她望向曲江池,本应千帆竞发的水面漂着冻结的粽子,艾草扎成的胡汉双生图腾在冰面上僵硬地倒伏。十六艘龙舟中,汉民的“青龙舟”龙首龙眼(波斯琉璃)被霜气蒙尘,胡商的“翼狮舟”狮爪(汉地青铜)结着冰棱,船底隐约可见希腊文与匈奴文的咒文交缠,正在切割地火脉的主动脉。
“徐校尉在西市调试‘太初端午剑阵’。”她抚过剑柄上的“刘禹锡诗纹”,那里刻着《竞渡曲》的“扬桴击节雷阗阗,乱流齐进声轰然”,笔锋间混着胡地狼毫的苍劲,“告诉长安百姓,端午的‘胡汉共渡’火种不能灭——那是张九龄丞相任内,胡商与汉民共立的地火契约。”
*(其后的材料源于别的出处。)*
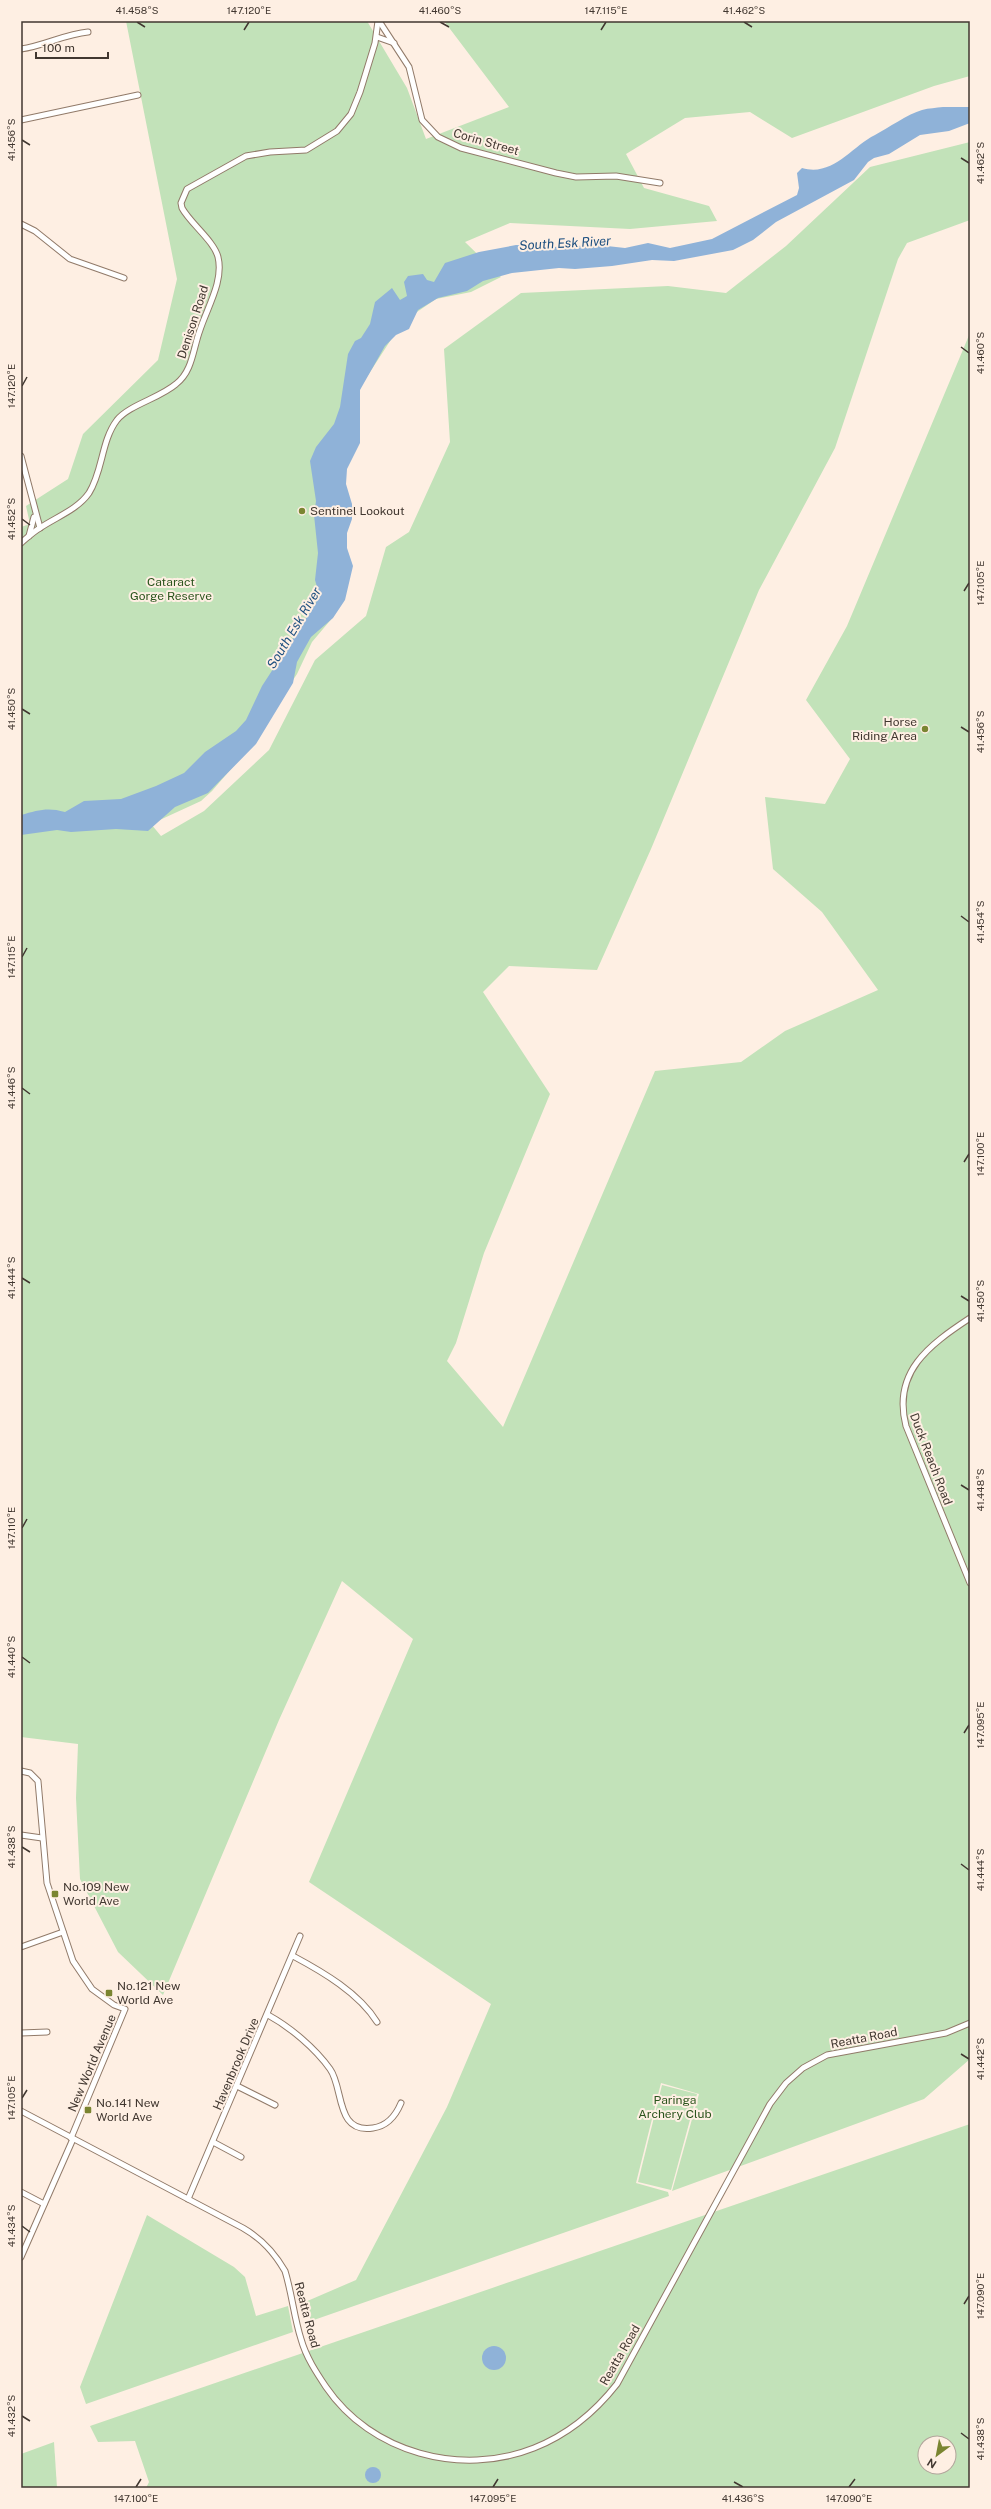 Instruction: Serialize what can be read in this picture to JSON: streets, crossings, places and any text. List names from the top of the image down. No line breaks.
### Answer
{"streets":{"street":["Corin Street","Denison Road","Duck Reach Road","Reatta Road","New World Avenue","Havenbrook Drive"]},"crossings":[["Corin Street","Denison Road"],["Reatta Road","New World Avenue"],["Reatta Road","Havenbrook Drive"]],"water":["South Esk River"],"parks":["Cataract Gorge Reserve","Paringa Archery Club"],"places":{"other":["Sentinel Lookout","Horse Riding Area"],"transit":["No.109 New World Ave","No.121 New World Ave","No.141 New World Ave"]},"scale_bar":"100 m","north":"bottom left","coordinates":["41.458°S","147.120°E","41.460°S","147.115°E","41.462°S","41.456°S","41.452°S","147.105°E","41.450°S","41.454°S","41.446°S","147.100°E","41.444°S","41.448°S","147.110°E","41.440°S","147.095°E","41.438°S","41.442°S","41.434°S","147.090°E","41.432°S","41.436°S"]}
与此同时,西市的“胡汉互市”碑前,徐惊鸿的麒麟玉佩紧贴着张九龄手书的《请开大庾岭路表》残页,碑身浮雕上,汉商的丝绸与胡商的香料在舟中堆叠,正是当年“海上丝绸之路”的缩影。他的剑穗划过《太初剑谱》新刻的“张九龄剑”,剑鞘上“海上生明月,天涯共此时”的诗句与曲江池地火阵眼产生共振,视网膜上浮现出龙舟底的幻象:血月教长老正将金剑与青铜锚插入河床,紫黑霜气顺着莲藕根须蔓延,冻结了张九龄任内疏通的地火支流。
“曲江急讯!”汉地舟子李阿顺的船桨沾着冻结的菖蒲汁,桨面上“胡汉同心”的双文被冰咒割裂,“血月教抓了胡汉混血的龙舟手,要在‘胡汉共渡’碑下用他们的血唤醒‘纯血冰魂’!”
徐惊鸿的剑穗骤然绷直,剑鞘的“刘禹锡诗纹”与碑刻的互市浮雕共鸣,显露出碑基深处的张九龄手泽:“胡商汉贾,共泛一舟;地火所及,皆为通途。”他摸向剑柄新刻的“端午舟纹”,那里嵌着长安百姓端午赠送的艾草符,此刻正与夜罗伽的星芒印记产生双生共振。
晨光漫过长安城头时,夜罗伽登上紫云楼,看见曲江池方向腾起的紫黑雾霭中,闪烁着点点暖光——那是长安胡汉百姓举着端午的“共渡灯”,汉民的纱灯绘着胡商献宝图,胡商的琉璃灯雕着汉家龙舟纹,在池畔组成流动的光链。她的星芒印记与徐惊鸿的麒麟纹共振,脑海中浮现出开元年间的端午:张九龄在曲江设宴,胡商的琉璃舟与汉民的龙舟并驾齐驱,波斯使节带来的葡萄酒与汉地雄黄酒共倒入池,地火脉的热流顺着酒香传遍关中。
“刘禹锡曾写‘端午临中夏,时清日复长’,”她对着曲江池的晨风低语,指尖抚过“胡汉共渡”碑上的粟特文咒,“可这曲江的龙舟、西市的互市、张九龄的碑刻,哪一处不是胡汉共融的时清日长?”